__Problem description__.
From top to bottom, retype the data exactly, passing over any picture.

__Dataset content__.
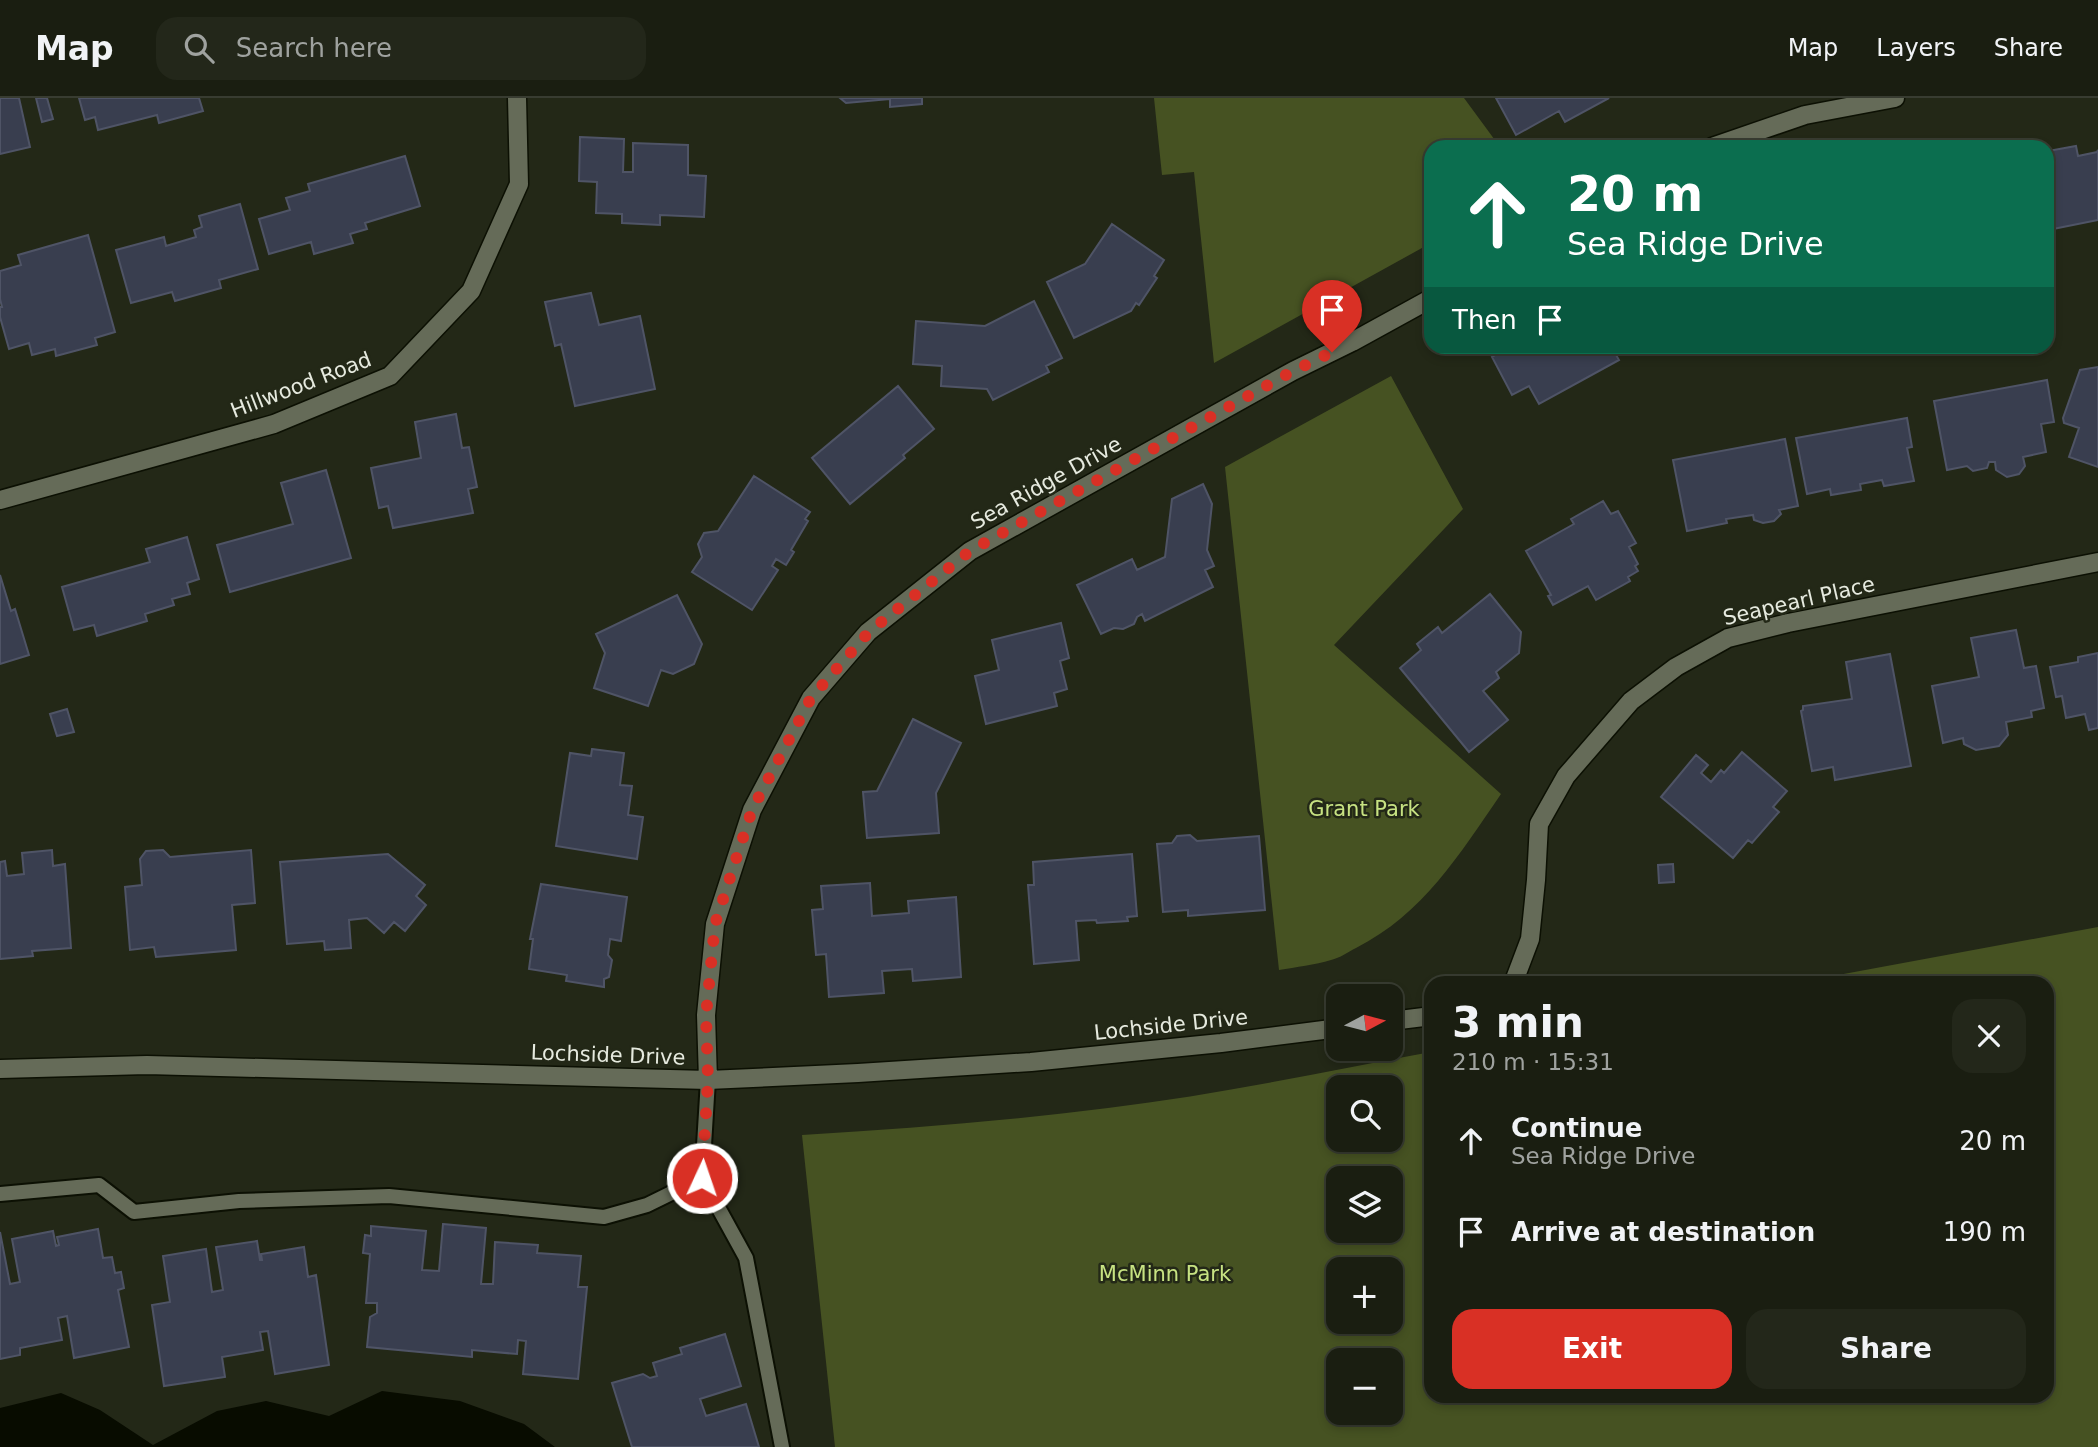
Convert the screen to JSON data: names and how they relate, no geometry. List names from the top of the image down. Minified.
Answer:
{"streets":{"street":["Hillwood Road","Sea Ridge Drive","Seapearl Place","Lochside Drive"]},"crossings":[["Sea Ridge Drive","Lochside Drive"]],"parks":["Grant Park","McMinn Park"],"north":"right","page":{"header":"Map","search":"Search here","nav":["Map","Layers","Share"],"turn":["20 m","Sea Ridge Drive"],"then":"Then","heading":["3 min","210 m · 15:31"],"map_buttons":["+","−"],"list":[{"name":"Continue","note":"Sea Ridge Drive","value":"20 m"},{"name":"Arrive at destination","value":"190 m"}],"buttons":["Exit","Share"]}}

__Written answer__.
Convert the screen to JSON data: names and how they relate, no geometry. List names from the top of the image down. Minified.
Answer:
{"streets":{"street":["Hillwood Road","Sea Ridge Drive","Seapearl Place","Lochside Drive"]},"crossings":[["Sea Ridge Drive","Lochside Drive"]],"parks":["Grant Park","McMinn Park"],"north":"right","page":{"header":"Map","search":"Search here","nav":["Map","Layers","Share"],"turn":["20 m","Sea Ridge Drive"],"then":"Then","heading":["3 min","210 m · 15:31"],"map_buttons":["+","−"],"list":[{"name":"Continue","note":"Sea Ridge Drive","value":"20 m"},{"name":"Arrive at destination","value":"190 m"}],"buttons":["Exit","Share"]}}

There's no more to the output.